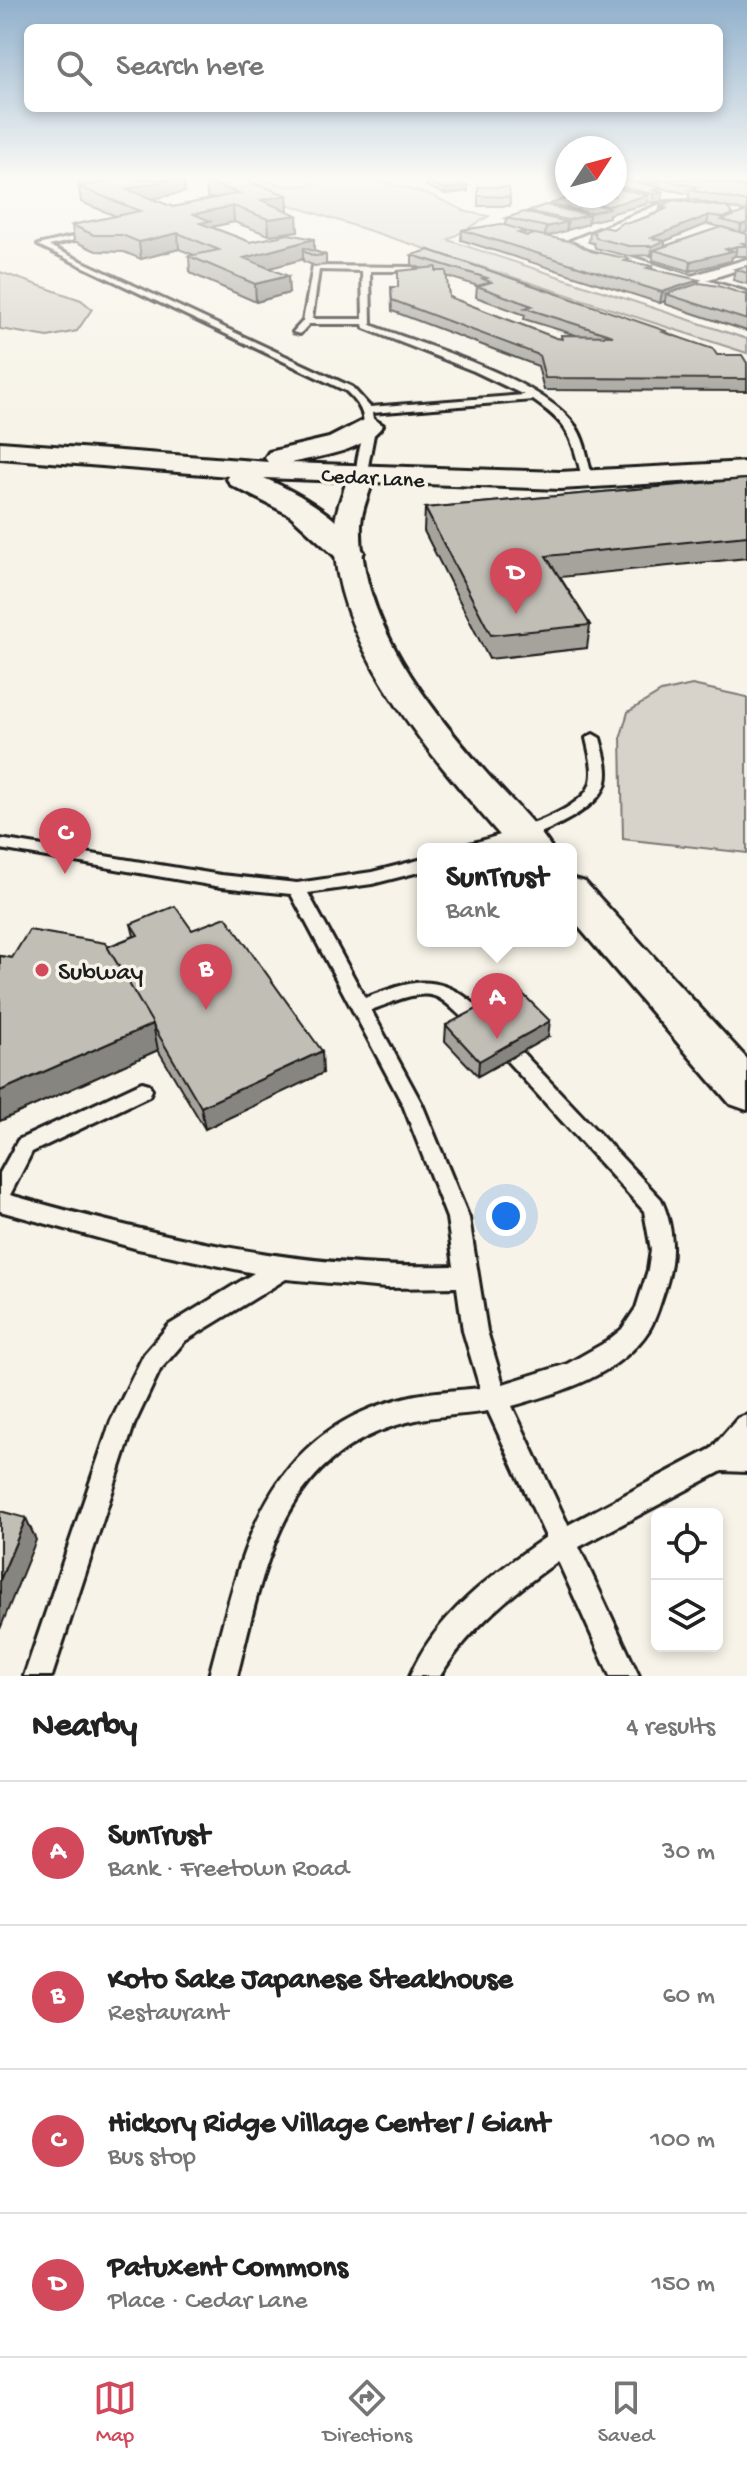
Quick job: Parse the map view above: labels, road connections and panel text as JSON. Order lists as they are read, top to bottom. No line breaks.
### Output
{"streets":{"main road":["Cedar Lane"]},"places":["Subway"],"north":"top right","page":{"search":"Search here","pins":["D","C","B","A"],"popup":["SunTrust","Bank"],"heading":["Nearby","4 results"],"list":[{"mark":"A","name":"SunTrust","note":"Bank · Freetown Road","value":"30 m"},{"mark":"B","name":"Koto Sake Japanese Steakhouse","note":"Restaurant","value":"60 m"},{"mark":"C","name":"Hickory Ridge Village Center / Giant","note":"Bus stop","value":"100 m"},{"mark":"D","name":"Patuxent Commons","note":"Place · Cedar Lane","value":"150 m"}],"nav":["Map","Directions","Saved"]}}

The task. Reproduce the data above exactly, leaving out any picture in it.

Answer section.
Quick job: Parse the map view above: labels, road connections and panel text as JSON. Order lists as they are read, top to bottom. No line breaks.
### Output
{"streets":{"main road":["Cedar Lane"]},"places":["Subway"],"north":"top right","page":{"search":"Search here","pins":["D","C","B","A"],"popup":["SunTrust","Bank"],"heading":["Nearby","4 results"],"list":[{"mark":"A","name":"SunTrust","note":"Bank · Freetown Road","value":"30 m"},{"mark":"B","name":"Koto Sake Japanese Steakhouse","note":"Restaurant","value":"60 m"},{"mark":"C","name":"Hickory Ridge Village Center / Giant","note":"Bus stop","value":"100 m"},{"mark":"D","name":"Patuxent Commons","note":"Place · Cedar Lane","value":"150 m"}],"nav":["Map","Directions","Saved"]}}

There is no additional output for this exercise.